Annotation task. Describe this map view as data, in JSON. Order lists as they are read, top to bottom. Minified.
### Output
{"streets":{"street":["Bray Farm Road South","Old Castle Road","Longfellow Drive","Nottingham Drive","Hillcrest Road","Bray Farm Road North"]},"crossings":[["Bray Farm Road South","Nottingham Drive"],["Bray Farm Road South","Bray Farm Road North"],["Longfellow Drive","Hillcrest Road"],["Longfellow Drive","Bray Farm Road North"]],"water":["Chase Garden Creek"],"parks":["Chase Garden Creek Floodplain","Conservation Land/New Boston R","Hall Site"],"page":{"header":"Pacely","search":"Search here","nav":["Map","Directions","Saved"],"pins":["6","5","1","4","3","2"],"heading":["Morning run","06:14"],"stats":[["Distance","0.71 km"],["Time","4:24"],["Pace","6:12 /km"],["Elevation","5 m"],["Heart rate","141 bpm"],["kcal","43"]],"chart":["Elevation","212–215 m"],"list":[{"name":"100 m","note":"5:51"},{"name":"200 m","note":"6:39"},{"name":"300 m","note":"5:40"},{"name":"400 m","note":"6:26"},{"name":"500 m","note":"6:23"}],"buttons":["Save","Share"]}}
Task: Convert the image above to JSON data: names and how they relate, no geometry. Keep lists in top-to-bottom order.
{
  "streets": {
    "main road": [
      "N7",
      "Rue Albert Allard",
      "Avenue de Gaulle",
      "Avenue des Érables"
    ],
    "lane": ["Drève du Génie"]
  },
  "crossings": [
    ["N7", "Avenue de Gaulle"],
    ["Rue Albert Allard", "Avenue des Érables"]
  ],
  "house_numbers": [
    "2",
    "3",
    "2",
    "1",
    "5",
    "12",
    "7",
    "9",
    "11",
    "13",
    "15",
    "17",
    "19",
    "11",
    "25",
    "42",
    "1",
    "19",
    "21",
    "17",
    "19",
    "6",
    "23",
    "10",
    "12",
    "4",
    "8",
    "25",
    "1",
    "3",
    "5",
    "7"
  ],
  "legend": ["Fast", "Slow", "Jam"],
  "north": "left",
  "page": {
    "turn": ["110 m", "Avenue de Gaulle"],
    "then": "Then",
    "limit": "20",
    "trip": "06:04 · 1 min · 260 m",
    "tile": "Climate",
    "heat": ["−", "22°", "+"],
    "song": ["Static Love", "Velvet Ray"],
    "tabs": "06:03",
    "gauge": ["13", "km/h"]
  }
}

------------------------------------

**PROBLEM TO SOLVE**
Please print exactly the lines of the entries above, beginning with the line that contains "Task: Convert the" and ending with the last line.

**ANSWER TO THIS TASK**
Task: Convert the image above to JSON data: names and how they relate, no geometry. Keep lists in top-to-bottom order.
{
  "streets": {
    "main road": [
      "N7",
      "Rue Albert Allard",
      "Avenue de Gaulle",
      "Avenue des Érables"
    ],
    "lane": ["Drève du Génie"]
  },
  "crossings": [
    ["N7", "Avenue de Gaulle"],
    ["Rue Albert Allard", "Avenue des Érables"]
  ],
  "house_numbers": [
    "2",
    "3",
    "2",
    "1",
    "5",
    "12",
    "7",
    "9",
    "11",
    "13",
    "15",
    "17",
    "19",
    "11",
    "25",
    "42",
    "1",
    "19",
    "21",
    "17",
    "19",
    "6",
    "23",
    "10",
    "12",
    "4",
    "8",
    "25",
    "1",
    "3",
    "5",
    "7"
  ],
  "legend": ["Fast", "Slow", "Jam"],
  "north": "left",
  "page": {
    "turn": ["110 m", "Avenue de Gaulle"],
    "then": "Then",
    "limit": "20",
    "trip": "06:04 · 1 min · 260 m",
    "tile": "Climate",
    "heat": ["−", "22°", "+"],
    "song": ["Static Love", "Velvet Ray"],
    "tabs": "06:03",
    "gauge": ["13", "km/h"]
  }
}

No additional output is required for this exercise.